Without the images, output every record exactly as it appears.

### Supplied records
========================
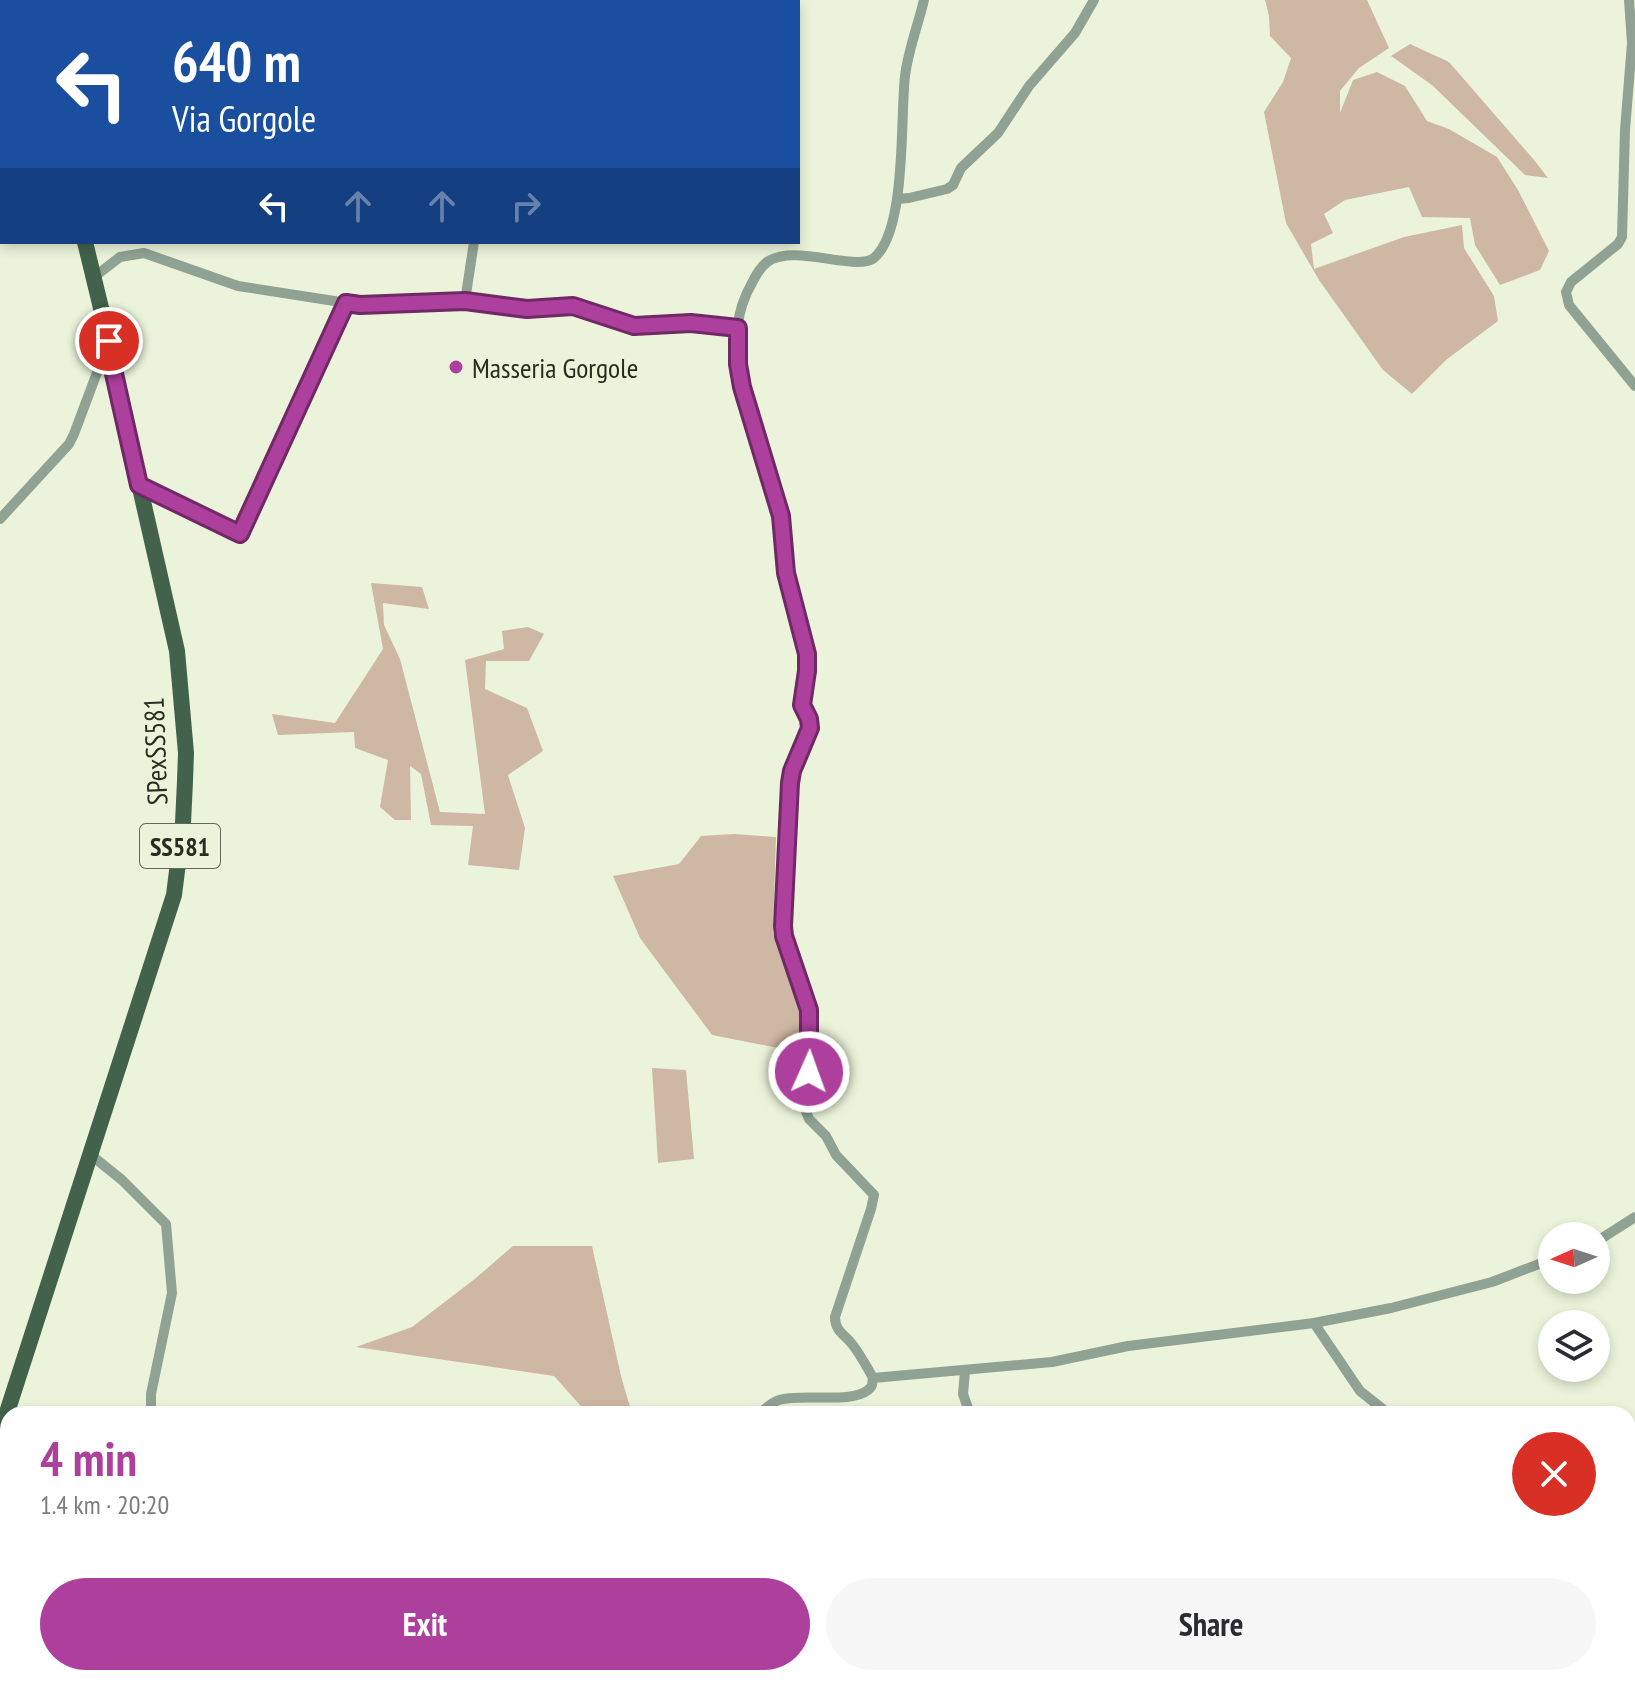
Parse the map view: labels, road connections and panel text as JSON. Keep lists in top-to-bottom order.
{
  "streets": {
    "main road": ["SPexSS581", "SS581"]
  },
  "places": ["Masseria Gorgole"],
  "north": "left",
  "page": {
    "turn": ["640 m", "Via Gorgole"],
    "heading": ["4 min", "1.4 km · 20:20"],
    "buttons": ["Exit", "Share"]
  }
}
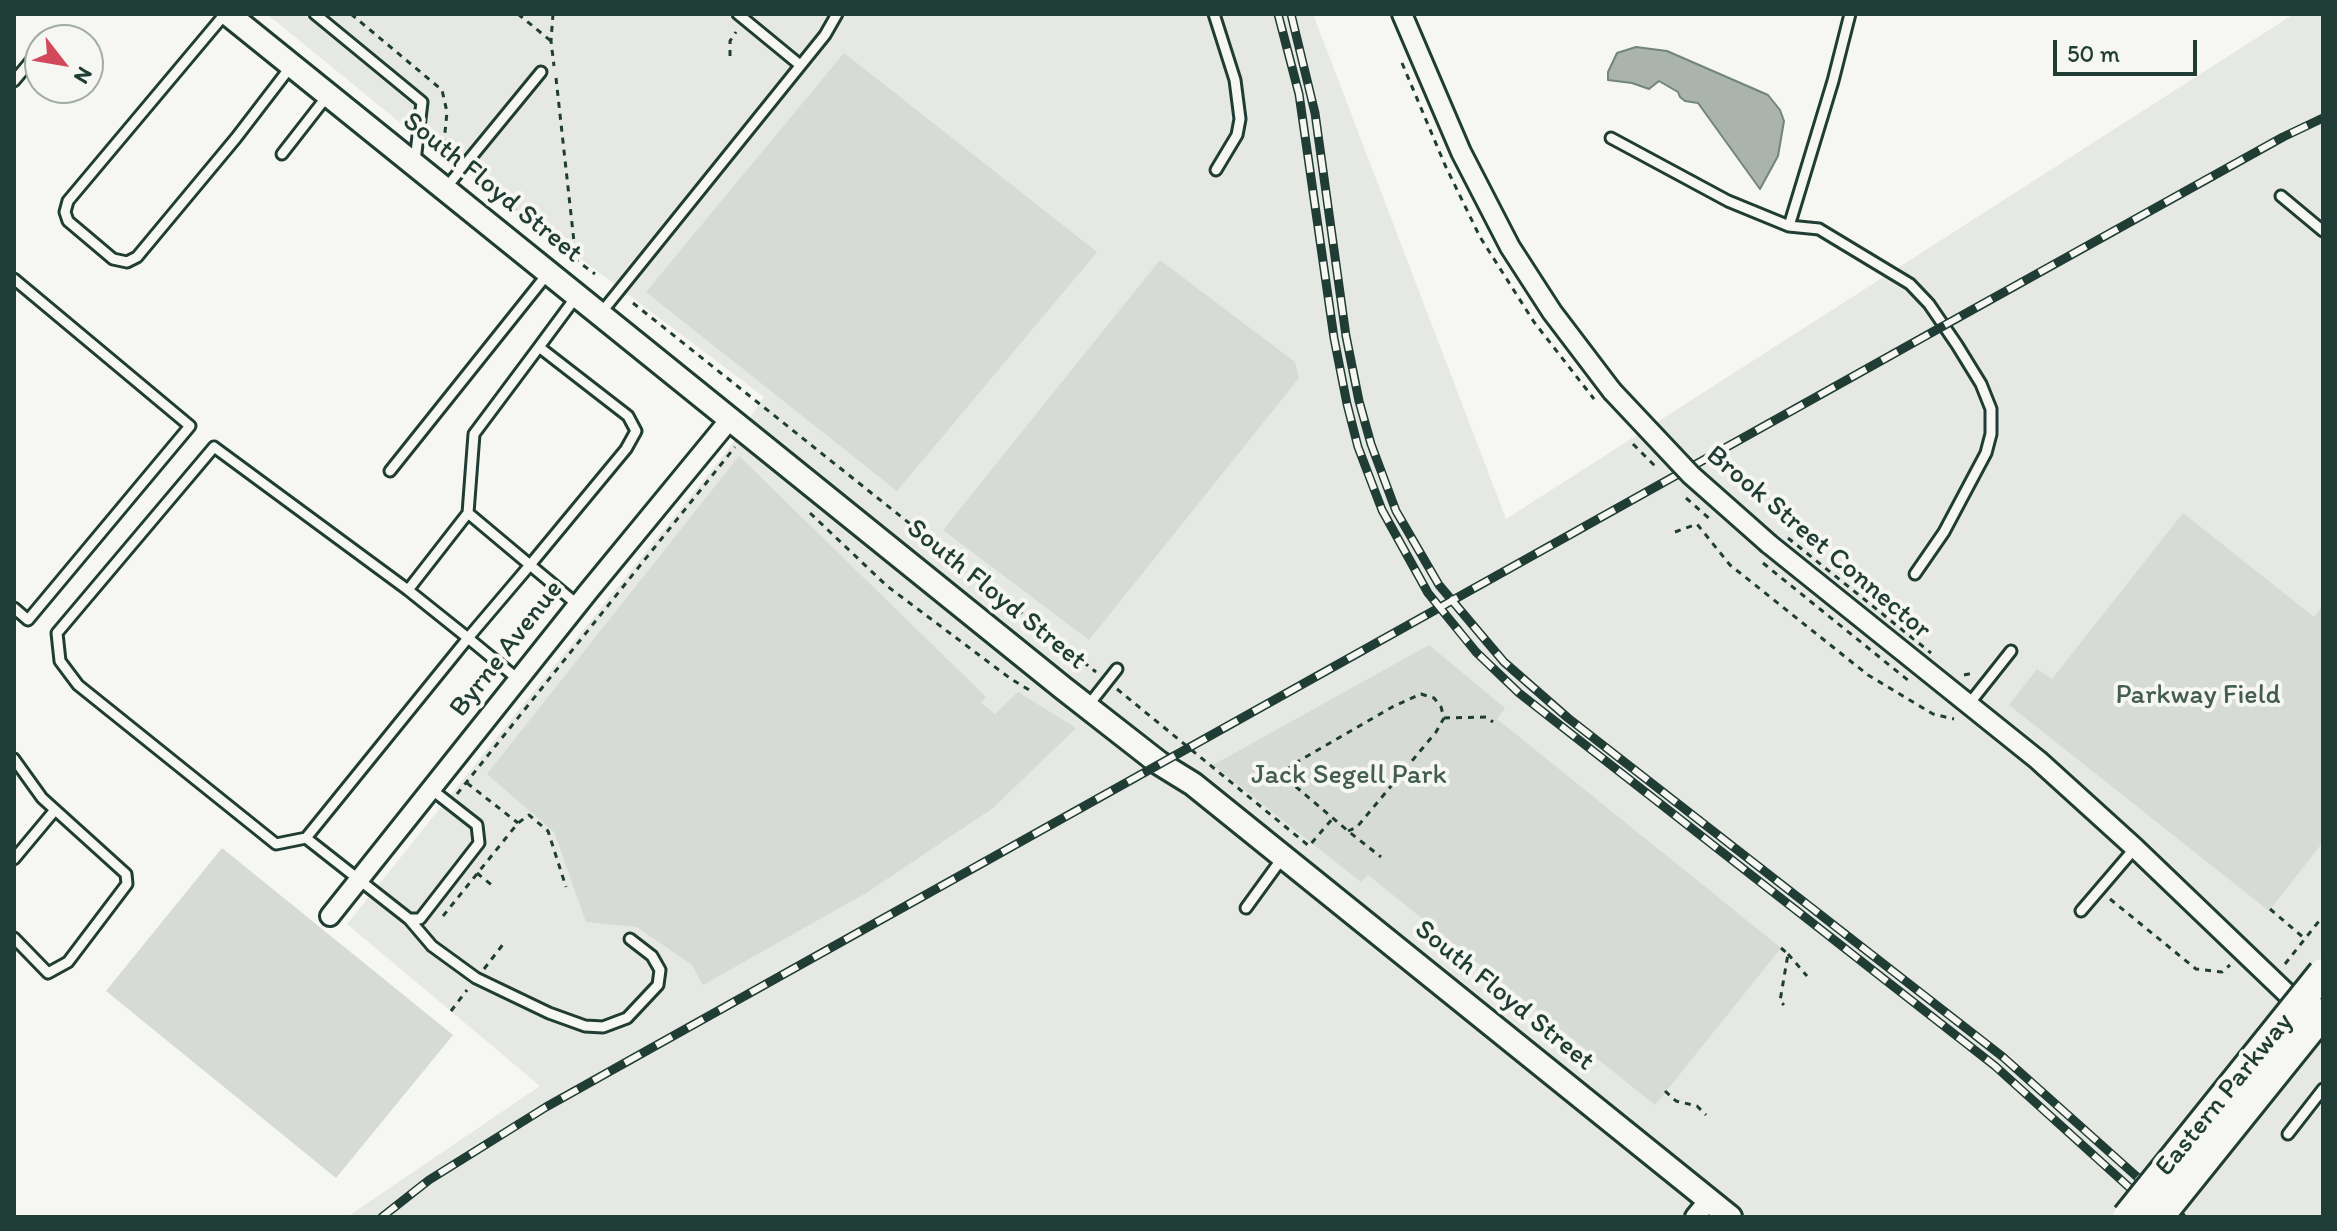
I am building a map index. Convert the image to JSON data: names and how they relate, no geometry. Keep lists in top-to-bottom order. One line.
{"streets":{"main road":["Eastern Parkway"],"street":["South Floyd Street","Brook Street Connector","Byrne Avenue"]},"crossings":[["South Floyd Street","Byrne Avenue"],["Brook Street Connector","Eastern Parkway"]],"parks":["Parkway Field","Jack Segell Park"],"scale_bar":"50 m","north":"bottom right"}
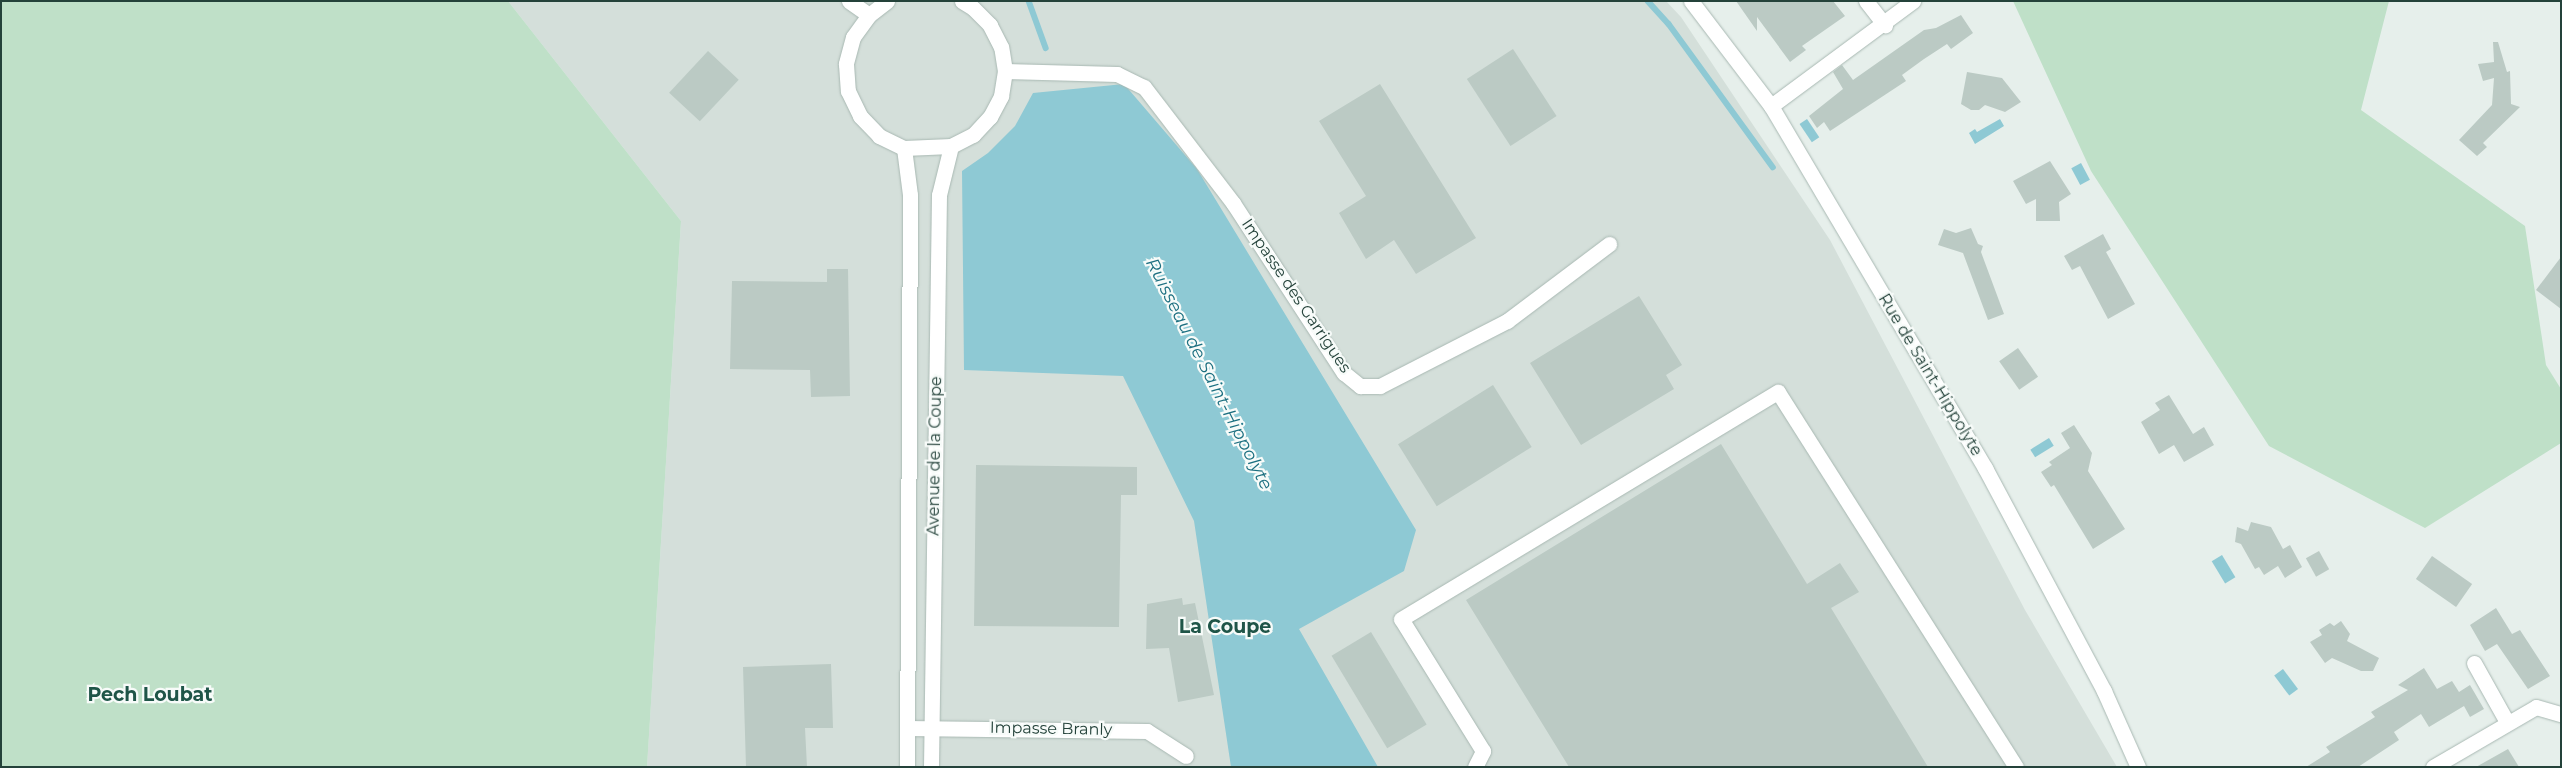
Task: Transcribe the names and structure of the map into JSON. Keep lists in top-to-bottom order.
{
  "streets": {
    "street": [
      "Impasse des Garrigues",
      "Rue de Saint-Hippolyte",
      "Avenue de la Coupe",
      "Impasse Branly"
    ]
  },
  "crossings": [
    ["Avenue de la Coupe", "Impasse Branly"]
  ],
  "districts": ["La Coupe", "Pech Loubat"],
  "water": ["Ruisseau de Saint-Hippolyte"]
}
========================
### Answer to this exercise
Parse the map view: labels, road connections and panel text as JSON. Keep lists in top-to-bottom order.
{
  "streets": {
    "main road": ["SPexSS581", "SS581"]
  },
  "places": ["Masseria Gorgole"],
  "north": "left",
  "page": {
    "turn": ["640 m", "Via Gorgole"],
    "heading": ["4 min", "1.4 km · 20:20"],
    "buttons": ["Exit", "Share"]
  }
}
I am building a map index. Convert the image to JSON data: names and how they relate, no geometry. Keep lists in top-to-bottom order. One line.
{"streets":{"main road":["Eastern Parkway"],"street":["South Floyd Street","Brook Street Connector","Byrne Avenue"]},"crossings":[["South Floyd Street","Byrne Avenue"],["Brook Street Connector","Eastern Parkway"]],"parks":["Parkway Field","Jack Segell Park"],"scale_bar":"50 m","north":"bottom right"}
Task: Transcribe the names and structure of the map into JSON. Keep lists in top-to-bottom order.
{
  "streets": {
    "street": [
      "Impasse des Garrigues",
      "Rue de Saint-Hippolyte",
      "Avenue de la Coupe",
      "Impasse Branly"
    ]
  },
  "crossings": [
    ["Avenue de la Coupe", "Impasse Branly"]
  ],
  "districts": ["La Coupe", "Pech Loubat"],
  "water": ["Ruisseau de Saint-Hippolyte"]
}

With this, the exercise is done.